• **WHAT YOU NEED TO DO**: From the entries below, gather every line containing the string "turn".

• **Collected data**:
══════════

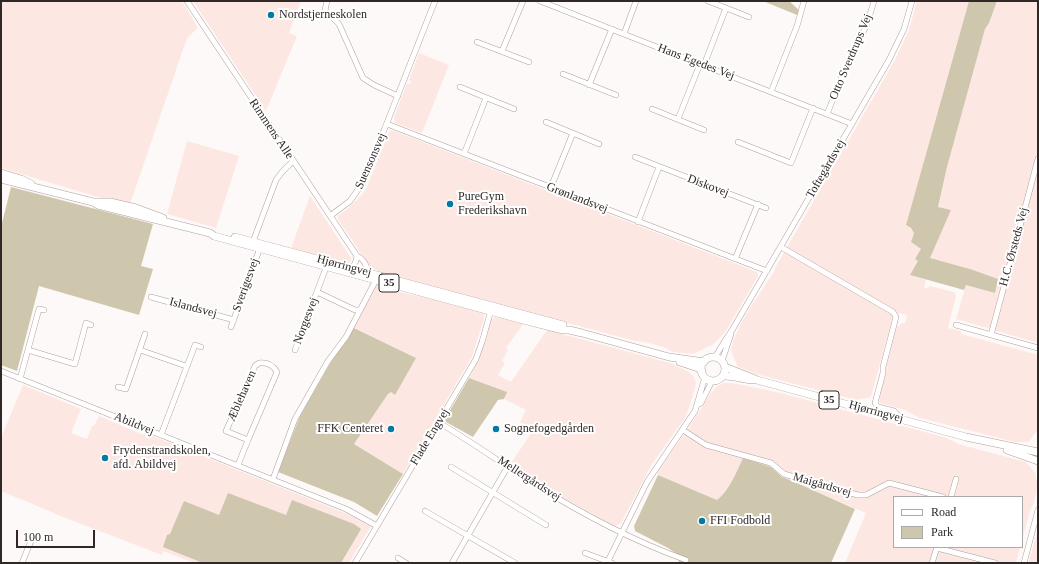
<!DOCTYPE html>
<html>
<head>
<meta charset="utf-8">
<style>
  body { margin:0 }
  #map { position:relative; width:1039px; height:564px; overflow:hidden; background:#fdf9f8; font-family:Georgia,serif }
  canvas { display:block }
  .frame { position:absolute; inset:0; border:2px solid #2f2827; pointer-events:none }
  .legend { position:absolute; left:893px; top:496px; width:130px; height:52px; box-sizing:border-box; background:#fff; border:1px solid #aca9a9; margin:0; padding:5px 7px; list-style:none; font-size:12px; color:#2f2827 }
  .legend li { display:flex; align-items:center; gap:8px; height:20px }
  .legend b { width:20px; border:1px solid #aca9a9 }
  .scale { position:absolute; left:16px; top:530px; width:79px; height:18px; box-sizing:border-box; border:2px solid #2f2827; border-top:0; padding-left:5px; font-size:12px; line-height:14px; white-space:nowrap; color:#2f2827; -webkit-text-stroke:3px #fff; paint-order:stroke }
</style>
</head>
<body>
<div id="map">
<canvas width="1039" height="564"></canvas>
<div class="frame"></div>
<ul class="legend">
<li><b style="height:5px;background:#fff"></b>Road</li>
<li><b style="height:11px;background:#cec7ae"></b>Park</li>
</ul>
<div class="scale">100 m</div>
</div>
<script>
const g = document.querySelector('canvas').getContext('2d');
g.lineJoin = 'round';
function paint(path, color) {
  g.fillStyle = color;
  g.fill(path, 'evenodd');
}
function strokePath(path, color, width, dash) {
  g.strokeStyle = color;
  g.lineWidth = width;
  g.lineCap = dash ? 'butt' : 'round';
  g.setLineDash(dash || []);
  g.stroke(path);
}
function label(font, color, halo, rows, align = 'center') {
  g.font = font + ' Georgia,serif';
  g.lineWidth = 4;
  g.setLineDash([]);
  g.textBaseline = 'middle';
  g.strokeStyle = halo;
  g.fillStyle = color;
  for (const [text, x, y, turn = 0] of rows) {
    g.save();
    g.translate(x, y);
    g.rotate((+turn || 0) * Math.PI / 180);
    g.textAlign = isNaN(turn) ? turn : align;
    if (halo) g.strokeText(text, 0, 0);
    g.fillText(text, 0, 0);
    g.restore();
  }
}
paint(new Path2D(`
  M1,1H182L198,28L187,38L130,204L107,198H101L1,168Z
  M193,1H301L289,33L297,36L266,111Z
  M917,1H969L906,225L913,230L914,233L911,242L921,249L918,261L910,275L926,280L924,289L930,286L954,292L956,296L948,328L961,331V334L1038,355V431L1034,434L1029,442H1015L920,418L905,410L880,403L879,396L896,328L902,323H905L907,315L894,312L871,397L856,400L756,374L738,367L731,351L733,341L745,316L775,270V268L895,60L909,30Z
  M997,1H1038V343L956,319L966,285L980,273L970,269L929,258L951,210L938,207L947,167L985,29L989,23Z
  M419,53L449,65L422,133L395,123L394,118L407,83L410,84L411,82L409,80Z
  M392,130L757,272L758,276L726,331L714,344L693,354L673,352L663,347L645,342L635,341L381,273L373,268L366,261L338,219V216L346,210L360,197L366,189L389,132Z
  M187,141L239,156L216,228L167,214Z
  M310,196L351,258L350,262L348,264L291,248Z
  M377,284L399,292L423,297L484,313V318L472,357L403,474L354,444L388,394L390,392L395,394L414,357L353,327Z
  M496,317L523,324L506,348L508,350L502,361L505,363L498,375L511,382L547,330L670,363L689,372L694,377L696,383L695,388L691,402L685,418L652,464L621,523L615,526L603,520L562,497L511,463L534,429L520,422L526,410L504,399L506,392L469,378L478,361L489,325L492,319Z
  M724,383H732L781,393L947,438L958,444L1026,462L1035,473L1038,486L1034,502L1030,511L1022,540V497H894V547H1020L1016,563H845L866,513L797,483L782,477L771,467L743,458L733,480L722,495L717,500L658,475L657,473L690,426L711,393L716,387Z
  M23,385L81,409L71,433L87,439L92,426H94L99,416L141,434L153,436L350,515L371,526L349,563H194L163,551L162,555L68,519L1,491V438Z
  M1038,529V563H1028L1029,561Z`), '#fde7e3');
paint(new Path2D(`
  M763,1H789L800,11L797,15Z
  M969,1H997L989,23L985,29L947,167L938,207L951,210L930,258L970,269L998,279L995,293L966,285L964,290L910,275L918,261L915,259L921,249L911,242L914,233L911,228L906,225Z
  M11,187L153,224L141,266L153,269L139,315L39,286L17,371L1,365V227Z
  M354,328L416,358L395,395L391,392L388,394L354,444L403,474L377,516L354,502L278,472L300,416L331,362Z
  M469,378L507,392L504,399L498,400L473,437L446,422L445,419Z
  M743,458L771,467L782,477L797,483L855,509L831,563H679L677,554L668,548L635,531L634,526L658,475L717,500C730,489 736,473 743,458Z
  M228,493L286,515L292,500L354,524L361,529L341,563H203L163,547L167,535L170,534L184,501L219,515Z`), '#cec7ae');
const minor = new Path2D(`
  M187,1L357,256C363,258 369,268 368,275
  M327,1L325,10L339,24L363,78L374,85L398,96
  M540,1L852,124
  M708,1L749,17
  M624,34L636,1
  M477,42L529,62
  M502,51L523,1
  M704,65L726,8
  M563,74L616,95
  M589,85L612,29
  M460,87L514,109
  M771,92L797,26L804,1
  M652,109L704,130
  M827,114L843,74L867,24L874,1
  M678,119L700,64
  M546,122L599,144
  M387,124L767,271
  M738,142L791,163L813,108
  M464,154L486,98
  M635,157L766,208
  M551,187L573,133
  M330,216L350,201L364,181L435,1
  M638,222L659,167
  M254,239L276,180L282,172L293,161
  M781,247L893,312L896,317L883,367V373L875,403L878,407L894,411L900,418
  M735,259L758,204
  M351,271L356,261L357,256
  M317,292L355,310H360
  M151,297L234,320
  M956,325L1038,348
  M231,327L261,245
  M991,335L1038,159
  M28,350L75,364L86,323L91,325
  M140,350L186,366
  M295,350L327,265
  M715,357L726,339L731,332L889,60L904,29L912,1
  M722,361L731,334
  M1,371L346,509L377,526
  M20,379L39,309L44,310
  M118,387L126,389L145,334
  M697,405L701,403L712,381
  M438,422C470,441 500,462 531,482C580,513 631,540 686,560
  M683,430L706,445L771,463L784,474L835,489L858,495H866L889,483L943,497
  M161,435L195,345L201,347
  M238,465L248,440L226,431L255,366L259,363C267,362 273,365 277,372L248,440
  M451,467L546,525
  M273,479L295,419L328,361L346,337L377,278
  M951,497L956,479
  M425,511L515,563
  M937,548L995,563
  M585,553L612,563
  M398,558L406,563
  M22,563L33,536
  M355,563L476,359L482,342L491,310
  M452,563L508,466
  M607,563L647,482L695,411L705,377
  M932,563L937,547
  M1024,563L1038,510`);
const major = new Path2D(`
  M1,173L21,179L31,184
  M1,179L93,202H110L136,208L163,218
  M93,202L98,205L210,233L214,236L523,320L563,330H569L582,333L669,357L704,362
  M235,237L563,325
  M701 369a12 12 0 1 1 24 0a12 12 0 1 1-24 0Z
  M680,362L698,368L702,371
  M725,367L755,379
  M723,376C734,375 745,381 757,380L966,437L1038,452
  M1007,450L1038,461`);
strokePath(minor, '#b09f9c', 6);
strokePath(major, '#b09f9c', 8);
strokePath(minor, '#fff', 5);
strokePath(major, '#fff', 7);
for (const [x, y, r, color] of [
  [271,15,4,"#0479a2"],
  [450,204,4,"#0479a2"],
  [391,429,4,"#0479a2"],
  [496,429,4,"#0479a2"],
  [105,458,4,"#0479a2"],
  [702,521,4,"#0479a2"]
]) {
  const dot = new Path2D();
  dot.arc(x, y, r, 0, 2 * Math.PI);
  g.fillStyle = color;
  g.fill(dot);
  strokePath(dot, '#fff', 1.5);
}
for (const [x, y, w] of [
  [389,283,20],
  [829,400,20]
]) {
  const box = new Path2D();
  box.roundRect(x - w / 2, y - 9, w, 18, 3);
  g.fillStyle = '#fff';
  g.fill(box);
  strokePath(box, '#2f2827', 1);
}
label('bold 11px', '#2f2827', null, [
  ["35",389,283],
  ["35",829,400]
]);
label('12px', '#2f2827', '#fff', [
  ["Nordstjerneskolen",279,15],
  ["PureGym",458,197],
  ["Frederikshavn",458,211],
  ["FFK Centeret",383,429,"right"],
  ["Sognefogedgården",504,429],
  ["Frydenstrandskolen,",113,451],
  ["afd. Abildvej",113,465],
  ["FFI Fodbold",710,521]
], 'left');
label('12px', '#2f2827', '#fff', [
  ["Otto Sverdrups Vej",851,57,-67],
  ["Hans Egedes Vej",696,62,21],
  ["Rimmens Alle",271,129,56],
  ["Suensonsvej",371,161,-66],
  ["Toftegårdsvej",826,169,-60],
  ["Diskovej",708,186,21],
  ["Grønlandsvej",577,198,21],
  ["H.C. Ørsteds Vej",1014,247,-75],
  ["Hjørringvej",344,266,15],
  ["Sverigesvej",246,285,-70],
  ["Islandsvej",193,308,15],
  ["Norgesvej",306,321,-69],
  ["Æblehaven",242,396,-66],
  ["Hjørringvej",876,412,15],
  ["Abildvej",134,424,22],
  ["Flade Engvej",430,437,-59],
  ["Mellergårdsvej",529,479,33],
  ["Maigårdsvej",822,485,16]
]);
</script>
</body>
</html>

══════════

• **RESULT BELOW**:
  for (const [text, x, y, turn = 0] of rows) {
    g.rotate((+turn || 0) * Math.PI / 180);
    g.textAlign = isNaN(turn) ? turn : align;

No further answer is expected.